No, I discovered Cornel West when I was pretty young. Maybe eighteen years old. And I just felt like it was the first time my ideas were reflected back to me by somebody who spoke with so much eloquence, and I had never heard someone speak like that. I still, to this day, if I ever want to do a speech or need to be persuasive in any way, I’ll go watch Cornel West talk. There’s something about the cadence, there’s something about the melody. He’s just so good at thinking and speaking at the same time, and he’s a philosopher by title.
He’s not a “creative”. He’s not a “content creator”. He’s, like, an old school philosopher, and we don’t have a lot of people who will shamelessly call themselves that anymore. I like that.
I love to ask people what their “old job” would be, ‘cause shit clears up real quick. Because nobody’s gonna be like, “Yeah, I would prop up a phone and do little dances and try to get a brand deal for energy drinks.” People start to go, “Damn, well, I like kids, so I’d probably be running a nursery.”
I still think, to this day, my [old] job would be sitting up somewhere with a bunch of men and women, and talking about problems, and things that we think.
Yeah, I feel like that was probably the best deal back then.
You definitely had to earn it, though, right? Like, now our philosophers are like—who’s that guy who died? Who was doing all that Black love stuff?
Oh, Kevin Samuels.
Yeah, now people can claim to be self-actualized, and they can take on the name of “philosopher,” but they’re some of the dumbest niggas in the world.
There’s another philosopher named A. A. Rashid, who I got put on to by my husband [rapper Earl Sweatshirt], and he’s just studying the telekinetics of Blackness, and like the ancestral telepathy of Black people, and he’s proving it. He’s demonstrating his research. And, you know, people are quick to call stuff “woo-woo,” but people are also quick to hate Black people, so I know they’re wrong.
Do you think there’s a funniest philosopher?
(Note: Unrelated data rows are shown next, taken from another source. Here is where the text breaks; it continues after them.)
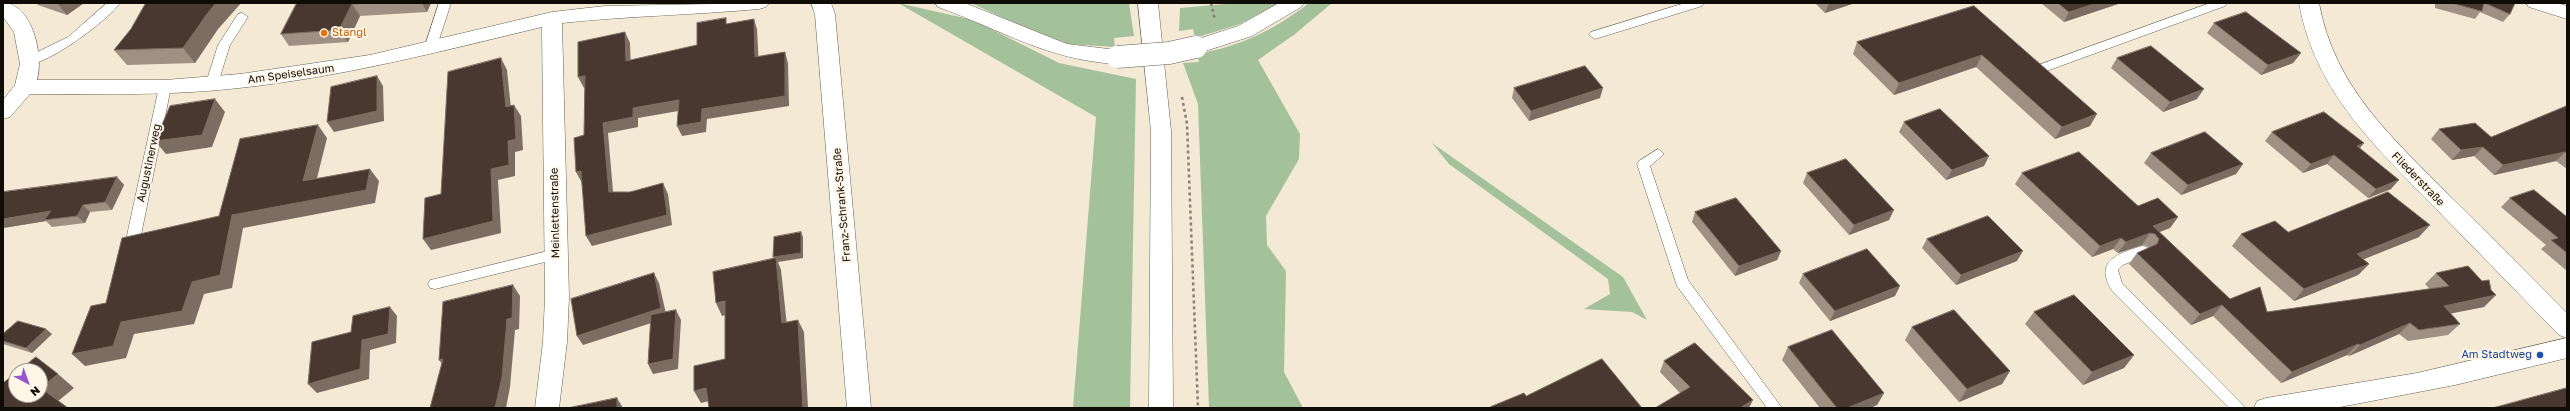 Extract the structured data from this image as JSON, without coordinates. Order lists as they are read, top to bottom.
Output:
{
  "streets": {
    "street": [
      "Am Speiselsaum",
      "Fliederstraße",
      "Franz-Schrank-Straße",
      "Meinlettenstraße"
    ],
    "lane": ["Augustinerweg"]
  },
  "crossings": [
    ["Am Speiselsaum", "Augustinerweg"],
    ["Am Speiselsaum", "Meinlettenstraße"]
  ],
  "places": ["Stangl", "Am Stadtweg"],
  "north": "bottom right"
}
Bro, I’m reading [Consider the Lobster] by David Foster Wallace right now. He’s one of my favorite people. You know how Gen Z humor just leans so ironic, and then it became so meta that it was a joke, on a joke, on a joke, on a joke, and now we don’t even know what we’re saying, and we sound like aliens to the adults around us?
Right.
So, there’s this wave of artists and creators that are operating under this moniker that’s been [termed] New Sincerity. And it’ll be someone like Zadie Smith or David Foster Wallace, and these people who kind of steer away from irony. I would even say that at their best, they’re steering away from it, and at their strongest, they’re rebuking it. It’s all about embracing the cringe parts, and I just can’t do it with these Gen Alpha [niggas]. They fear everything, and everything is cringe, but they all somehow have Balenciaga boots. Like, they’re all wearing this uniform of “cool”, and then when you talk to these niggas they can’t even make eye contact for very long.
Yeah. What’d you ask me? Funny. David Foster Wallace. Yeah, I’m reading Consider the Lobster right now. He also wrote Infinite Jest, which I’ve literally never been able to get through ever in my life, but I like these essays.
He opens up and he’s already talking about how the annual AVN Awards are so much more fascinating than the Oscars. He writes with such a sharp tongue, and I really like people who don’t always write to be easily understood, if that makes sense.
(Referring to an earlier comment I made about the density of Earl Sweatshirt’s lyrics) You even mentioned it with my husband. I really appreciate that everything is kind of imbued with a challenge. Like, oh, go look that up nigga! Go put that in Google, or ChatGPT, or whatever the hell you use now as your second brain. Go figure it out. It’s kind of a trickster archetype. It’s like a troll under a bridge, but he’s not trolling you. He has secret knowledge.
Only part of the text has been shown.